Dataset excerpts.
##############################
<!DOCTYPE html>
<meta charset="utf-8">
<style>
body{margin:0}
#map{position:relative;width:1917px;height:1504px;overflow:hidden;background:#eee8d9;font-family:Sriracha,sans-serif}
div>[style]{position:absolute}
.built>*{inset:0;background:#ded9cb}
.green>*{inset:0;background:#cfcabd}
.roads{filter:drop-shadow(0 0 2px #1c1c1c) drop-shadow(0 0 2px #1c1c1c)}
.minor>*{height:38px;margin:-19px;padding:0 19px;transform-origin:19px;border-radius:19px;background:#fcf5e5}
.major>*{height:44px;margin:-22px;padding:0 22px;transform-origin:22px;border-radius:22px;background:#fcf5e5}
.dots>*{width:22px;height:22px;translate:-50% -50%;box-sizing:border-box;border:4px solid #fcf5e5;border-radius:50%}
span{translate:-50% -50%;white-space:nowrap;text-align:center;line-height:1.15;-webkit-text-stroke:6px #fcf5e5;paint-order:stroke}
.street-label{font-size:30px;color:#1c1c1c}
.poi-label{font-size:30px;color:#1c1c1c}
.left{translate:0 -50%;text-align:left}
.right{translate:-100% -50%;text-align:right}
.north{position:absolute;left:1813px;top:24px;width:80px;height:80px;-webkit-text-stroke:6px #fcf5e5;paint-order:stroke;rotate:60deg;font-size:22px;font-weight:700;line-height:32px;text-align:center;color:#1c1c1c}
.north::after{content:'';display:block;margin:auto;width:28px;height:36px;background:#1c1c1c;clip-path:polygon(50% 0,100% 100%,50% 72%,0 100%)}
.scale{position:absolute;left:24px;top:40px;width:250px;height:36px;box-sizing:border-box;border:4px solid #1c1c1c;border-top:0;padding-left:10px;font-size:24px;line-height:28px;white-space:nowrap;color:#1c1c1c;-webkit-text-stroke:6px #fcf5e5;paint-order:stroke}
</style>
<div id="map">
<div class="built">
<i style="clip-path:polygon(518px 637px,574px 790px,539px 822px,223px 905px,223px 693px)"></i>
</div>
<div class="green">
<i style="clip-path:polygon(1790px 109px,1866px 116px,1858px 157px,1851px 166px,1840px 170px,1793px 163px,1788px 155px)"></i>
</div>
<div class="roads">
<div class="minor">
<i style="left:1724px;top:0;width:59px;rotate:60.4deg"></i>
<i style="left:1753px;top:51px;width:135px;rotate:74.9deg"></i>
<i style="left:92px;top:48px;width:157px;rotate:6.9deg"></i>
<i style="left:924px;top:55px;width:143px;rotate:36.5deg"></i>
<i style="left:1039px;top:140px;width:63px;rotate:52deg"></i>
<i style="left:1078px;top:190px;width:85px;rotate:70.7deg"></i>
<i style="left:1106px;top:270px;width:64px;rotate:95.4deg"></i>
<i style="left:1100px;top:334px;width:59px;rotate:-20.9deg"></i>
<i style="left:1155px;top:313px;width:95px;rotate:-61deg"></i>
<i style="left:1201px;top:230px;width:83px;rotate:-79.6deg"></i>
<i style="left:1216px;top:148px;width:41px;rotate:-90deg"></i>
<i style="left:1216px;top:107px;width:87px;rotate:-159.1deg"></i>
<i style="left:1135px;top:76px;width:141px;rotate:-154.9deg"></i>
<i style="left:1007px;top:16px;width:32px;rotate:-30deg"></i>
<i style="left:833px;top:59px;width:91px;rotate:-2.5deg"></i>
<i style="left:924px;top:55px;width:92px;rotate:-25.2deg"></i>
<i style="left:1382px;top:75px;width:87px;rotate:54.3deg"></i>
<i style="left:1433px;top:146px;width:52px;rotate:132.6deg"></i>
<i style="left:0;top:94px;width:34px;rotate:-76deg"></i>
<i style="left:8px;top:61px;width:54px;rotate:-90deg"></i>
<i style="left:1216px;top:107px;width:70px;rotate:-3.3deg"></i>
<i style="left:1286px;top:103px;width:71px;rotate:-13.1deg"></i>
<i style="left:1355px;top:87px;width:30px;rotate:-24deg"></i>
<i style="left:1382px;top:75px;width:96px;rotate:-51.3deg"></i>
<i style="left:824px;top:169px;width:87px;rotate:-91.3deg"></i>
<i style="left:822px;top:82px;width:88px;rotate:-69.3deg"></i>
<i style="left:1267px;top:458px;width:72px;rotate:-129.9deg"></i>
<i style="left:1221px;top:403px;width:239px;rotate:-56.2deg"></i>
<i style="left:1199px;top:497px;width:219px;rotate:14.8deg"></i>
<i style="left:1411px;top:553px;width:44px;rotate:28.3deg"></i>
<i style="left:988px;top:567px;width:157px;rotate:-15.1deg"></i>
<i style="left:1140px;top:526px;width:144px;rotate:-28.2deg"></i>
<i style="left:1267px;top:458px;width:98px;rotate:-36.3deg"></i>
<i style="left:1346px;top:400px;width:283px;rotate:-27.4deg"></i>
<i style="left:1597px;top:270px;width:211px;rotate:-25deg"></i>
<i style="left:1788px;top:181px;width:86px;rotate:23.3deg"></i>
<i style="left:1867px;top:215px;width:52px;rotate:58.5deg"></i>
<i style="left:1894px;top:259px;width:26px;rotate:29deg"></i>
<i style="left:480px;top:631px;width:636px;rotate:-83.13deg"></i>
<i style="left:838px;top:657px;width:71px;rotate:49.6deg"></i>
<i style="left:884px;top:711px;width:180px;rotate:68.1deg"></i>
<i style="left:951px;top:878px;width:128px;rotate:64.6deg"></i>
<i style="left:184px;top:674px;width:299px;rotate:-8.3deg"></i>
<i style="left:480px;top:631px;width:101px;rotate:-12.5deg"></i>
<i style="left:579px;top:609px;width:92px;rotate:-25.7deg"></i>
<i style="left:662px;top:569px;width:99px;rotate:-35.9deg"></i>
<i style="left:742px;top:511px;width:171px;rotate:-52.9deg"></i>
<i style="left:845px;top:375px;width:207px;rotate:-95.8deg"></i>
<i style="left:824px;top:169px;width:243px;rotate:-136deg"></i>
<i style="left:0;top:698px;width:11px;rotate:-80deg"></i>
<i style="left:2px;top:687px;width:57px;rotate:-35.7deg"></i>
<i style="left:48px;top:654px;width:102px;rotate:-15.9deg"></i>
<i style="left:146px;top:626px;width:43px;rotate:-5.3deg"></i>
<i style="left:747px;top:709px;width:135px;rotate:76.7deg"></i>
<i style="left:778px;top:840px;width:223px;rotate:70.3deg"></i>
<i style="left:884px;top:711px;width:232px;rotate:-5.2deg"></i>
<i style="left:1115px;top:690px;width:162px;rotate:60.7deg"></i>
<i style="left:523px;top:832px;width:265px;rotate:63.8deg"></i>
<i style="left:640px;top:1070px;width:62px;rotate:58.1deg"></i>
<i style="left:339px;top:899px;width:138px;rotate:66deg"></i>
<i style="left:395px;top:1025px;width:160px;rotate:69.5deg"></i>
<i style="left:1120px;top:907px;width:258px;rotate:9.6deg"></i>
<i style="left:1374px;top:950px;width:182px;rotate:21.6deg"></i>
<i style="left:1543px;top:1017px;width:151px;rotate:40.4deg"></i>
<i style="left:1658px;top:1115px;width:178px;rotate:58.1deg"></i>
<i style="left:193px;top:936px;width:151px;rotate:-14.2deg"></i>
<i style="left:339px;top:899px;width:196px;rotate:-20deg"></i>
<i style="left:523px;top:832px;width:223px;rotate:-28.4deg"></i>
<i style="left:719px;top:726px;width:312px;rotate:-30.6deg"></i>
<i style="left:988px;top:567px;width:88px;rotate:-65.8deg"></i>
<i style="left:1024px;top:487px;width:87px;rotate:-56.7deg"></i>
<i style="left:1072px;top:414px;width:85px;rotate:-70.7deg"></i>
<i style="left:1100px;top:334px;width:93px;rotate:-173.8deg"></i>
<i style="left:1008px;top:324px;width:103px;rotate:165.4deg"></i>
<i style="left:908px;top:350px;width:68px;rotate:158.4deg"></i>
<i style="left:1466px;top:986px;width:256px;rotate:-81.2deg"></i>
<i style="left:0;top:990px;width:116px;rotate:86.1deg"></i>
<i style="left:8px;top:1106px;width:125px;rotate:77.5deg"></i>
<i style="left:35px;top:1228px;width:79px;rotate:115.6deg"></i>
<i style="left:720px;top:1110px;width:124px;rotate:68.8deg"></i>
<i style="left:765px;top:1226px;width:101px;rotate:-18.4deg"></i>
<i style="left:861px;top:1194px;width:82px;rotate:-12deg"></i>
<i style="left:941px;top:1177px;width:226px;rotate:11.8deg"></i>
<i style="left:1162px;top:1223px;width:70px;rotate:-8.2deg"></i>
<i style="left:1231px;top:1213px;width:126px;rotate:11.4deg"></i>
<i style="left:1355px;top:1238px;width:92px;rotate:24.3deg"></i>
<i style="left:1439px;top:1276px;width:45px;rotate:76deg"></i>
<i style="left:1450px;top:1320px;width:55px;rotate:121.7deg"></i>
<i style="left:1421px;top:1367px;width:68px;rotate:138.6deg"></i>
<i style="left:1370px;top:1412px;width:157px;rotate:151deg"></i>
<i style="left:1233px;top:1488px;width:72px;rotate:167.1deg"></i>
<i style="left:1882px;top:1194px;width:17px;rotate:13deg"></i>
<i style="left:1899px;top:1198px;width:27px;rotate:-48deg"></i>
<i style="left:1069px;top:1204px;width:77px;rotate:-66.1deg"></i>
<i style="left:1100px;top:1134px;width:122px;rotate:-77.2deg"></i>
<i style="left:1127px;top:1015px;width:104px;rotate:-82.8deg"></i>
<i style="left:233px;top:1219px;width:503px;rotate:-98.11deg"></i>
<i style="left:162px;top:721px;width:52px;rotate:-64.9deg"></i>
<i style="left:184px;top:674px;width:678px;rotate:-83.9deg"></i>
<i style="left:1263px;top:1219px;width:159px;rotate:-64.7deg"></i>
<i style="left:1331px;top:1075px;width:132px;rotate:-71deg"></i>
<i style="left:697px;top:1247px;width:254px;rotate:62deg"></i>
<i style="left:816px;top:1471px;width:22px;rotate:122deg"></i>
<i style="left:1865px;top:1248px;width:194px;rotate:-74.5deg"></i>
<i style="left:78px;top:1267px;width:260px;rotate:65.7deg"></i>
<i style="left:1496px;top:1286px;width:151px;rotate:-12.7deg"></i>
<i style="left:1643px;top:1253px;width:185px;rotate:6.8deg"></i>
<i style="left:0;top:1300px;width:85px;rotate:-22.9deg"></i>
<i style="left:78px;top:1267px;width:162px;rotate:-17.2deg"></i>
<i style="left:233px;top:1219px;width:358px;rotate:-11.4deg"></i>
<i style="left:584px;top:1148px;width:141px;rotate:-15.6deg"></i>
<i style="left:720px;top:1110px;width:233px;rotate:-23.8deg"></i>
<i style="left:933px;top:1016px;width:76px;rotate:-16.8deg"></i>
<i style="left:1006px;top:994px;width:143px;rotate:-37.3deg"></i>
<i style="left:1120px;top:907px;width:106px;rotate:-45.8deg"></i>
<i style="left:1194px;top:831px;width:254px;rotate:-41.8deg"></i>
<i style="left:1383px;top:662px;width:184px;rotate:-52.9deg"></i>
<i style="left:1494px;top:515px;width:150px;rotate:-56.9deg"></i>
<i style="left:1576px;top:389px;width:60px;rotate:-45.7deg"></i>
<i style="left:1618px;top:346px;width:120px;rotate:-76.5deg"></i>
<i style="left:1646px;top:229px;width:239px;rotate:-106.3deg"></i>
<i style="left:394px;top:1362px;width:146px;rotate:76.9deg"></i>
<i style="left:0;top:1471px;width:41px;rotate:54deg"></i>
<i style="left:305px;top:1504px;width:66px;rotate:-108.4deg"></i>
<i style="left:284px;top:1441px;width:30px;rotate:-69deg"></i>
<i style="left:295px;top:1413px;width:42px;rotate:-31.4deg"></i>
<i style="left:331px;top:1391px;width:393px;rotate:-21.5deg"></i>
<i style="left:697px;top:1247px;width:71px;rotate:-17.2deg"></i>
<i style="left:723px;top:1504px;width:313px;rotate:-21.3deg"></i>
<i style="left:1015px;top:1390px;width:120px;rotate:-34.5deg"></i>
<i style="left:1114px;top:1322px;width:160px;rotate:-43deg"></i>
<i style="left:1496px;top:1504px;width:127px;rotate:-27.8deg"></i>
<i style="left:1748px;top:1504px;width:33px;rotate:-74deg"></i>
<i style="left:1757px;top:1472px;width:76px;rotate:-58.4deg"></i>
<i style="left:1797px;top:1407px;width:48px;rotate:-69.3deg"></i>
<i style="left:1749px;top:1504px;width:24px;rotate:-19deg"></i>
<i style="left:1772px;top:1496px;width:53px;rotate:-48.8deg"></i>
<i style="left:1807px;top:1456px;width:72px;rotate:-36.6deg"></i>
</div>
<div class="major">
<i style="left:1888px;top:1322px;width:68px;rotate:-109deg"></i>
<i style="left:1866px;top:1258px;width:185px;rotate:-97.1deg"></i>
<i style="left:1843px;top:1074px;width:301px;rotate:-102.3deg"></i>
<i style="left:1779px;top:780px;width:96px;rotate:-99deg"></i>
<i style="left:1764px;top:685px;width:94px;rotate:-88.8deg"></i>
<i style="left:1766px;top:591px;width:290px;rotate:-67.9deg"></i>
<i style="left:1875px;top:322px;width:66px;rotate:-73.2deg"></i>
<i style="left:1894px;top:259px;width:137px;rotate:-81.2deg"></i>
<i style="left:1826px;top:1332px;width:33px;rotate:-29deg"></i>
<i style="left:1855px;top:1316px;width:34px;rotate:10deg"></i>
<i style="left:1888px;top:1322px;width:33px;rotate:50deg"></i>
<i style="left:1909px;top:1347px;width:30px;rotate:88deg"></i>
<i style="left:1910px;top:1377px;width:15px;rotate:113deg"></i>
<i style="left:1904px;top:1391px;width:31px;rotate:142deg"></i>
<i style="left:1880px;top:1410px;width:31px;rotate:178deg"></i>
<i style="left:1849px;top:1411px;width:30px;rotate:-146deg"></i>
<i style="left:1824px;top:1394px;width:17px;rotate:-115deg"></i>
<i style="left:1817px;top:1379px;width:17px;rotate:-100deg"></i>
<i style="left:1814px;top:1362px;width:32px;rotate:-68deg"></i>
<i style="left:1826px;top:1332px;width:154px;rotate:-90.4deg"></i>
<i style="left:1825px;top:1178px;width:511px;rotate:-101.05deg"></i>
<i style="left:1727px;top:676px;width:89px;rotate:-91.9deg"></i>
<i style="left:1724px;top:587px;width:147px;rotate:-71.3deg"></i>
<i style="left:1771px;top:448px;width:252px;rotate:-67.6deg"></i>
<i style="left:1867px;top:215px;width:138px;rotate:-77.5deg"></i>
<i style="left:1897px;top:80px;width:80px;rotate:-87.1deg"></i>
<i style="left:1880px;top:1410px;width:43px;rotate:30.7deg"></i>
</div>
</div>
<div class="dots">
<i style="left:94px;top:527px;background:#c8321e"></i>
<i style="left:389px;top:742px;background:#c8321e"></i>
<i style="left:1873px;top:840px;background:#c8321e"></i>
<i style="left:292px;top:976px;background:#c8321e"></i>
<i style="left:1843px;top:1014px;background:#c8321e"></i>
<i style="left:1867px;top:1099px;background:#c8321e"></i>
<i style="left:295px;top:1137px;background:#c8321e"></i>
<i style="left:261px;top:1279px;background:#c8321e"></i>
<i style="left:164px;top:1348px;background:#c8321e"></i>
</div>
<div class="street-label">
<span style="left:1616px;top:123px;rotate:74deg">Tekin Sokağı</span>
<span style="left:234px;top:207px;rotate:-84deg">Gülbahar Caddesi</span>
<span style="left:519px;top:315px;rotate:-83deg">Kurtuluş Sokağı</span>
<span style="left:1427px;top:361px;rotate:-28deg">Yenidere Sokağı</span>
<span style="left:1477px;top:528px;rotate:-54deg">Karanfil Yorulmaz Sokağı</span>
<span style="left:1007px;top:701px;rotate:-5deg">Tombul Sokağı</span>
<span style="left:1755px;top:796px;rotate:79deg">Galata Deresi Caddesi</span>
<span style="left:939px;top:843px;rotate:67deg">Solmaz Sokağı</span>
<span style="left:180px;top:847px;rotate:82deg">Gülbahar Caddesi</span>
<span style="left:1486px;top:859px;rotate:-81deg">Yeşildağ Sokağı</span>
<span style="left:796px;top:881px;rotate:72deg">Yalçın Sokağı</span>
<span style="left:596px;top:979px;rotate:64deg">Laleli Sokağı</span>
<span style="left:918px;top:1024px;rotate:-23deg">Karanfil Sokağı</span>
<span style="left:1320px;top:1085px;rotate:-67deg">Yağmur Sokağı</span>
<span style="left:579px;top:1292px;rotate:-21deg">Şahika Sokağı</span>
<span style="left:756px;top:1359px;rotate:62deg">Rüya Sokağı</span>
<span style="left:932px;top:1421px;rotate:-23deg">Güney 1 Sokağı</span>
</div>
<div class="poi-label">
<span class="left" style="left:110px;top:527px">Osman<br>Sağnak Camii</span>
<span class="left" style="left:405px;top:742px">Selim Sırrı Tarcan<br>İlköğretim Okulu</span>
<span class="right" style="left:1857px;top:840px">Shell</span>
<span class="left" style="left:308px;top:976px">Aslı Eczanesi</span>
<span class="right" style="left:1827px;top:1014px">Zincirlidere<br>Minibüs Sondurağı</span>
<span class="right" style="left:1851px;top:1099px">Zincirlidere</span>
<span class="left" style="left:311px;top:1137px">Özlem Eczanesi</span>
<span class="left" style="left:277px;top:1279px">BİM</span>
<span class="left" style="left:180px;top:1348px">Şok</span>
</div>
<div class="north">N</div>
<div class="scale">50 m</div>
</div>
##############################
Exercise aim. Check each line above for the word "right" and copy the ones that have it.

Your solution.
.right{translate:-100% -50%;text-align:right}
<span class="right" style="left:1857px;top:840px">Shell</span>
<span class="right" style="left:1827px;top:1014px">Zincirlidere<br>Minibüs Sondurağı</span>
<span class="right" style="left:1851px;top:1099px">Zincirlidere</span>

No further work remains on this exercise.